Both Poddit and Markbook use the same data model, primarily based on the Bookmark vocabulary, and a dc:title for the description. Neither app supports tags, I think, so you can pick an appropriate vocab for that yourself
Looks like I can represent a bookmark with the class nfo:Bookmark, a description with nie:title and tags as nie:keyword so it makes sense to me, am I right?
I’m pretty confident there is not a single correct vocab to use but this one looks really good to me.
When you use it, your app won’t be interoperable with Markbook and Poddit, but if it is actually a better fit, one might argue for it. Those things are still in motion and there is no “Solid Bookmarking Spec” yet.
Yep, I totally understand this. But can I use multiple class to describe a thing therefore making it interoperable?
I know I can use multiple predicates on the same subject to represent the same property to make it more useful for other apps but don’t know if the same applies for classes yet.
You can do this, but it will lead to one-way interoperability - bookmarks created by you will be visible in Poddit and Markbook, but not vice versa (depending on which ontology you use as your source of truth). So it’s not exactly clear what the advantage is, compared to consolidating on a single ontology.

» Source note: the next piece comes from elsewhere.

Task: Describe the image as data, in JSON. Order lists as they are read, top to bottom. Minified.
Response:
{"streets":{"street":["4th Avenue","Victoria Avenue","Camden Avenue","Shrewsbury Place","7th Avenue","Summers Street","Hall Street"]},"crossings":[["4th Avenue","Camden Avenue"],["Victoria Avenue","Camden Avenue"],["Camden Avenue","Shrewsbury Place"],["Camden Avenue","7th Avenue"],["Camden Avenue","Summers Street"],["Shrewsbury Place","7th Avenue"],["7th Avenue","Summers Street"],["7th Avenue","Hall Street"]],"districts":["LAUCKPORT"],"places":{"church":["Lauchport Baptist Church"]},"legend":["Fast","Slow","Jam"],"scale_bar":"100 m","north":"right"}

That said, interoperability is a voluntary action from the app’s point of view, so if you feel that a different ontology suits your needs better, you can just choose to mark interoperability as a non-goal.
I would just choose one that you think best suits your use case. If Markbook or Poddit ever get updated to also support tags, they can just choose to use what you’re using.
As you can see you got a relative freedom and things can move… the best way I think is choose one (or more for compatibility) and to communicate your choice in the help section of your app…
That’s right! I think I get a better understanding now. As a side question, does SOLID supports the LDP-PAGING specs? Because if I’ve got a lot of bookmarks, how should I paginate them? Looking at some github issues, it looks like it doesn’t say it requires the server to implement it but I’m a bit confused.